In Fort Worth, the most destructive flood on record was May 16-17, 1949. In its wake, 13,000 people were left homeless. One-tenth of the city was underwater. Horses stood stranded on rooftops. Ten people perished. The high-water mark rose to the second floor of Montgomery Ward on West Seventh Street, today’s Montgomery Plaza.
The Army Corps of Engineers responded by straightening and channelizing the Trinity, cutting down trees, and raising levees to contain future floods. The city turned its back on the river, ignoring litter and laughing at the designation “Big Ditch.” During years of drought in the 1950s, the river did not flow. There were only stagnant pools.
In 1969, the dynamic Phyllis Tilley organized a Trinity River bus tour for Junior League volunteers, civic leaders and elected officials.

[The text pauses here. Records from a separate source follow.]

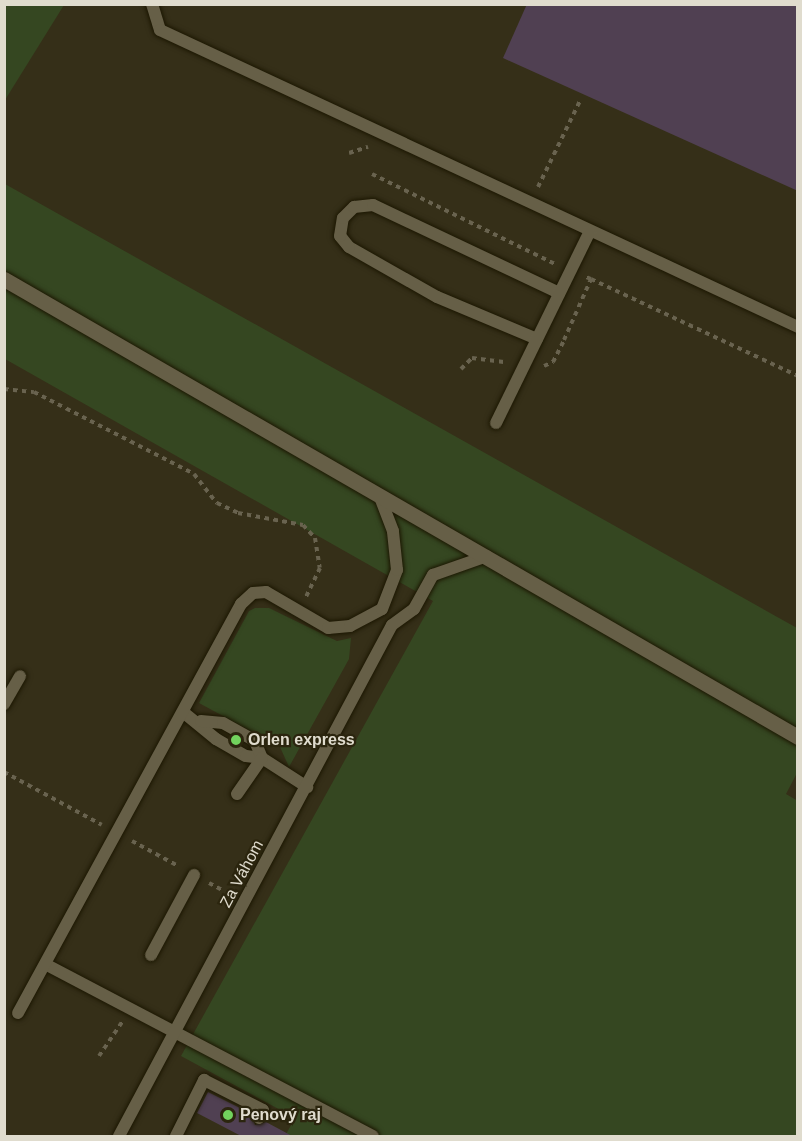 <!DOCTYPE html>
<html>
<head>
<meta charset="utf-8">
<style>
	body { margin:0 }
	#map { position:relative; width:802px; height:1141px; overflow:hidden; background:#352f18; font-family:Helvetica,sans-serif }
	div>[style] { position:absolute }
	.green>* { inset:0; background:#354721 }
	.building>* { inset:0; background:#504052 }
	.path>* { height:4px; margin-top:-2px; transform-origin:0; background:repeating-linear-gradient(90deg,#69634f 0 4.5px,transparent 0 9px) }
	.roads { filter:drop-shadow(0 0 2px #1c1702) drop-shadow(0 0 2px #1c1702) }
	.service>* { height:12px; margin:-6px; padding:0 6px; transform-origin:6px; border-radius:6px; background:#665f47 }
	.secondary>* { height:15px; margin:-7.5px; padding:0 7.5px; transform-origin:7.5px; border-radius:7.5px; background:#665f47 }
	.dots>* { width:16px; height:16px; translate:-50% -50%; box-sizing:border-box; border:3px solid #2b250e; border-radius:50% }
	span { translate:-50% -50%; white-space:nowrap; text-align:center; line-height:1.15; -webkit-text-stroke:4.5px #2b250e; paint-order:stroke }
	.poi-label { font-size:16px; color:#e0dcce; font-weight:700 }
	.left { translate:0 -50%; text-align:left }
	.street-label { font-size:16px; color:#e0dcce }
	.frame { position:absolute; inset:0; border:6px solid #e0dcce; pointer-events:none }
</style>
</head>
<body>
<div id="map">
	<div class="green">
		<i style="clip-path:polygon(5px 4px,64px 5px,5px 100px,4px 5px)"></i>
		<i style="clip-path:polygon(5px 184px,797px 628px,797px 773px,786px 794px,798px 801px,797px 1136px,285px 1136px,295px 1118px,181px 1056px,433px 601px,5px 359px)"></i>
		<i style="clip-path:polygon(255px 608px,269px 608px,337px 641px,351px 638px,349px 659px,289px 767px,280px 747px,199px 703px,249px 611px)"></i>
	</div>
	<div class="building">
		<i style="clip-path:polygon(527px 4px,798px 4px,798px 191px,503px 58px)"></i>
		<i style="clip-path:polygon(208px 1092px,252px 1114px,255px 1125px,266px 1122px,294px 1137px,243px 1137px,197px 1113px)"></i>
	</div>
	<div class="path">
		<i style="left:349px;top:153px;width:20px;rotate:-18deg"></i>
		<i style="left:372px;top:174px;width:204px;rotate:26.2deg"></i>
		<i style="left:538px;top:187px;width:96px;rotate:-64deg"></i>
		<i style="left:591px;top:279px;width:229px;rotate:25.1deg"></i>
		<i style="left:544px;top:366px;width:10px;rotate:-24deg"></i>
		<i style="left:553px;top:362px;width:25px;rotate:-63deg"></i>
		<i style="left:564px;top:340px;width:67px;rotate:-66.1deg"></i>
		<i style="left:591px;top:279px;width:5px;rotate:-158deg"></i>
		<i style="left:461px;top:369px;width:16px;rotate:-45deg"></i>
		<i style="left:472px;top:358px;width:34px;rotate:7deg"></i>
		<i style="left:4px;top:389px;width:30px;rotate:6deg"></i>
		<i style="left:34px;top:392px;width:180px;rotate:27.1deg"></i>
		<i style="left:194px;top:474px;width:37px;rotate:52deg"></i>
		<i style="left:217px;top:503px;width:23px;rotate:25deg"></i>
		<i style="left:238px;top:513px;width:66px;rotate:10.5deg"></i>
		<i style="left:303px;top:525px;width:18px;rotate:47deg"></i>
		<i style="left:315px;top:538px;width:30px;rotate:81deg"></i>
		<i style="left:320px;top:568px;width:32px;rotate:116deg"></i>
		<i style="left:4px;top:772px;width:111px;rotate:28.4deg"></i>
		<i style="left:132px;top:841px;width:52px;rotate:28.5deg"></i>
		<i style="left:209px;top:883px;width:17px;rotate:28deg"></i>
		<i style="left:99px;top:1056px;width:41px;rotate:-55.9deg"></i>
	</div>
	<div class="roads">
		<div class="service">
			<i style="left:152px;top:4px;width:27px;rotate:73deg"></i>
			<i style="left:160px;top:30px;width:704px;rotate:24.96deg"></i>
			<i style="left:537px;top:339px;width:108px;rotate:-157.2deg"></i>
			<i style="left:437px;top:297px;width:101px;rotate:-150.4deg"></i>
			<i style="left:349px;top:247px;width:14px;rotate:-129deg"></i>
			<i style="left:340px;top:236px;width:18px;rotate:-81deg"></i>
			<i style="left:343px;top:218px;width:16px;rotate:-45deg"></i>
			<i style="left:354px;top:207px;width:19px;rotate:-6deg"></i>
			<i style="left:373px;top:205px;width:206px;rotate:25.3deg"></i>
			<i style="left:496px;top:423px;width:212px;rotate:-63.9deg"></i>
			<i style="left:4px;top:704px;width:32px;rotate:-60deg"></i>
			<i style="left:183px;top:712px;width:43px;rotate:39.3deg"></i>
			<i style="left:216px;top:739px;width:34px;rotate:30deg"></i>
			<i style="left:246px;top:756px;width:16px;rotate:7deg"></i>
			<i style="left:262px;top:758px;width:54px;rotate:32.8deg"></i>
			<i style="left:201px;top:721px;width:22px;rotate:5deg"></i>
			<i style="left:223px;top:723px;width:37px;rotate:29deg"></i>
			<i style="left:255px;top:741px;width:18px;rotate:68deg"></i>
			<i style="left:237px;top:794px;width:44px;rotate:-55.2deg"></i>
			<i style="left:151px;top:955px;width:91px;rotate:-61.7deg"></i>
			<i style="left:47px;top:965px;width:368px;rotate:27.7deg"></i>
			<i style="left:18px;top:1013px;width:466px;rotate:-61.4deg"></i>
			<i style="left:241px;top:604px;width:16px;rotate:-43deg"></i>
			<i style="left:253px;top:593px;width:13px;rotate:-4deg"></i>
			<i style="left:266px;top:592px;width:72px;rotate:30.1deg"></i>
			<i style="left:328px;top:628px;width:22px;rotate:-5deg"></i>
			<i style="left:350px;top:626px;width:36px;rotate:-28deg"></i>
			<i style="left:382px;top:609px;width:42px;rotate:-69deg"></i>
			<i style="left:397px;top:570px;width:39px;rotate:-96deg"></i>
			<i style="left:393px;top:531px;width:39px;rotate:-111deg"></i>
			<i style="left:119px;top:1136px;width:579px;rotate:-61.89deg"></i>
			<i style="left:392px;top:625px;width:27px;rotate:-36deg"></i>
			<i style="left:414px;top:609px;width:39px;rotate:-61deg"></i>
			<i style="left:433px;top:575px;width:57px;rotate:-19.4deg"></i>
			<i style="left:176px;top:1136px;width:63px;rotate:-63.4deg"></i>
			<i style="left:204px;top:1080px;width:66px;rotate:27deg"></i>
			<i style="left:263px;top:1110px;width:9px;rotate:117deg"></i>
		</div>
		<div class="secondary">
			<i style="left:4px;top:279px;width:917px;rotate:29.98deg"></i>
		</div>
	</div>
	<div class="dots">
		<i style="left:236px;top:740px;background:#72d25d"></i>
		<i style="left:228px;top:1115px;background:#72d25d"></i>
	</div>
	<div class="poi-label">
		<span class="left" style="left:248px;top:740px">Orlen express</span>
		<span class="left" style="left:240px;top:1115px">Penový raj</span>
	</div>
	<div class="street-label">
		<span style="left:242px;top:874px;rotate:-62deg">Za Váhom</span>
	</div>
	<div class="frame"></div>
</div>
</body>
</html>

“We’ve got to clean this up,” declared Tilley, in whose memory the Phyllis J. Tilley Pedestrian Bridge was constructed in 2012.
Her efforts led to the creation of Streams and Valleys Inc., a nonprofit that works with Fort Worth Parks & Recreation and other partners to beautify the river, develop recreational amenities and plan low-water dams.
In 1971, there were three miles of trails along the river, mainly for maintenance vehicles. These days, hikers, bikers, joggers, rollerbladers, pedestrians, horseback riders and drivers steering scooters and Segways enjoy 72 miles of trails. Life along the river thrives, no matter what it’s called, how it’s spelled, or what its name implies.
Author and archivist Hollace Ava Weiner has had a season’s rental pass at TC Paddlesports at Panther Island since 2021.